══ SOURCE INFORMATION ══

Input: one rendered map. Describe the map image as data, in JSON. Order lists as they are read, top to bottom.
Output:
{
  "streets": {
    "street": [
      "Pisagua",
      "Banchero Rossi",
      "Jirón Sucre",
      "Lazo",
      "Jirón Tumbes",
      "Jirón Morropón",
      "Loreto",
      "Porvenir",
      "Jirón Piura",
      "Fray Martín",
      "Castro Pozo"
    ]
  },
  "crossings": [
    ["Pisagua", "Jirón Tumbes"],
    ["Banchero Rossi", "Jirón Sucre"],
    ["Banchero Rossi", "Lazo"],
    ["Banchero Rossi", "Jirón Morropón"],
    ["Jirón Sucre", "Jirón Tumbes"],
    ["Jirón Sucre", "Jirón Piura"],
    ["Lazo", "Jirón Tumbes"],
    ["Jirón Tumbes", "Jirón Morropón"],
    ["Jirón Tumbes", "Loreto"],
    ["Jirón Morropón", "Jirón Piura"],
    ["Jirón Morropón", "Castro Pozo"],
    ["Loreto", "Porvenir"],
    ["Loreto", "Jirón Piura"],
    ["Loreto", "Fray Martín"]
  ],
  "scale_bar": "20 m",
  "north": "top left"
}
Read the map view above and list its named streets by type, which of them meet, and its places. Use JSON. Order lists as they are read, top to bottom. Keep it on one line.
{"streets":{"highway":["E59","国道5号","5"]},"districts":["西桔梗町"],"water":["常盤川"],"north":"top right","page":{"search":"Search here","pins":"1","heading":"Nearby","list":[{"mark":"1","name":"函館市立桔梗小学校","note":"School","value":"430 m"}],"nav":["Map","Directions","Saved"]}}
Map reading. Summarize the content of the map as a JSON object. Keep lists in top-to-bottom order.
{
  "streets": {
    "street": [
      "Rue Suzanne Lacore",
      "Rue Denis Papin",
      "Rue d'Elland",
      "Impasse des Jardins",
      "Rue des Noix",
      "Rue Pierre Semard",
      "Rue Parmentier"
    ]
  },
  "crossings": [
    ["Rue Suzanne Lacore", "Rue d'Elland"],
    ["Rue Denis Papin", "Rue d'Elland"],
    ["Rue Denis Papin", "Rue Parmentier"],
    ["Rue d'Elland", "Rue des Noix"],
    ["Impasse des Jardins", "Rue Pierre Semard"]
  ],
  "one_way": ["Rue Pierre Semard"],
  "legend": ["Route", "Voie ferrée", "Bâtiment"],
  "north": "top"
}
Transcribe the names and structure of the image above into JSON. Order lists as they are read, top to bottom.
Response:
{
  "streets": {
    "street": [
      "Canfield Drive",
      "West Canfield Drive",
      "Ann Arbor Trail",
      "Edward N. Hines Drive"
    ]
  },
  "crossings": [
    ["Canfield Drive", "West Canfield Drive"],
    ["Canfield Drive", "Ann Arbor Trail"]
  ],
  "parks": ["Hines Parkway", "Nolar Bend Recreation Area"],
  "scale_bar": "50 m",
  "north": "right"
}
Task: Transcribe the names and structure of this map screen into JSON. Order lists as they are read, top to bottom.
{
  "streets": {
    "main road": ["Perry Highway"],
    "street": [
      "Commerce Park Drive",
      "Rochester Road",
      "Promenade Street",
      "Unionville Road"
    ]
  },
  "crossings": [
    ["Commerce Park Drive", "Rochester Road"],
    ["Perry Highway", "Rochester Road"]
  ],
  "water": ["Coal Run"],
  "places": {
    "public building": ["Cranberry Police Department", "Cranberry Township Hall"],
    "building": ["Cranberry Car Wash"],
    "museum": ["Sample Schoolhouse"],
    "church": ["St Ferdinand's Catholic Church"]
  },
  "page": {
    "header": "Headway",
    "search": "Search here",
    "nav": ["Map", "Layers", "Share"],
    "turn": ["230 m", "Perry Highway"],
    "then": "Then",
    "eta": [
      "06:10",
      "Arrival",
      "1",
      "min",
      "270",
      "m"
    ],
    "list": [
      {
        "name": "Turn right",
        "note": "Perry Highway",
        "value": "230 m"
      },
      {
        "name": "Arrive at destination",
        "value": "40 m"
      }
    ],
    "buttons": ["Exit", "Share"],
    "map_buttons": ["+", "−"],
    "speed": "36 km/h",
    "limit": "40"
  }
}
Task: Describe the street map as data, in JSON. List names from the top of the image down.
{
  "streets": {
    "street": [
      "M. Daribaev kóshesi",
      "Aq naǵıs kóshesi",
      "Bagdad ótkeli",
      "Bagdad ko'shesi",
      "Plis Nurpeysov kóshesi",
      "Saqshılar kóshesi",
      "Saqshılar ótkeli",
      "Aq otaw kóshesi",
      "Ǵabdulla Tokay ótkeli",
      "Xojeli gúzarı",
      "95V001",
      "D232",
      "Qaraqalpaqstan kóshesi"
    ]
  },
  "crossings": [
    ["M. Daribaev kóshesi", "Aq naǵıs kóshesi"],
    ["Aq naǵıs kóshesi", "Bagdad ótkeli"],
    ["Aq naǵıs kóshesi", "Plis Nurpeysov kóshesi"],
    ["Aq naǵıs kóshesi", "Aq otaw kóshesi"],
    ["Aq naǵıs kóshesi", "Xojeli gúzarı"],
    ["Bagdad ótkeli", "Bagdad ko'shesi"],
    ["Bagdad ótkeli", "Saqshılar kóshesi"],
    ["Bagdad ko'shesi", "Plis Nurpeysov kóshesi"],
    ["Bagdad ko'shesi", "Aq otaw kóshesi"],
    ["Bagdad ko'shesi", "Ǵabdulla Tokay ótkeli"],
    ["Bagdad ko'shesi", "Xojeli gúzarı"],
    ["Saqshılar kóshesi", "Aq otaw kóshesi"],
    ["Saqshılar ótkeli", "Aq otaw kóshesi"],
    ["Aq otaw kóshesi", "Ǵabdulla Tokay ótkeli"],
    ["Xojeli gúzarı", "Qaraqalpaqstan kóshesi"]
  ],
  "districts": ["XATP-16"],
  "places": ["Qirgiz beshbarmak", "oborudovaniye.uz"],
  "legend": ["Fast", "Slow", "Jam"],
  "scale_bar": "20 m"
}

═══

If a line above holds the string "Describe", copy it out.

→ WRITTEN SOLUTION
Input: one rendered map. Describe the map image as data, in JSON. Order lists as they are read, top to bottom.
Task: Describe the street map as data, in JSON. List names from the top of the image down.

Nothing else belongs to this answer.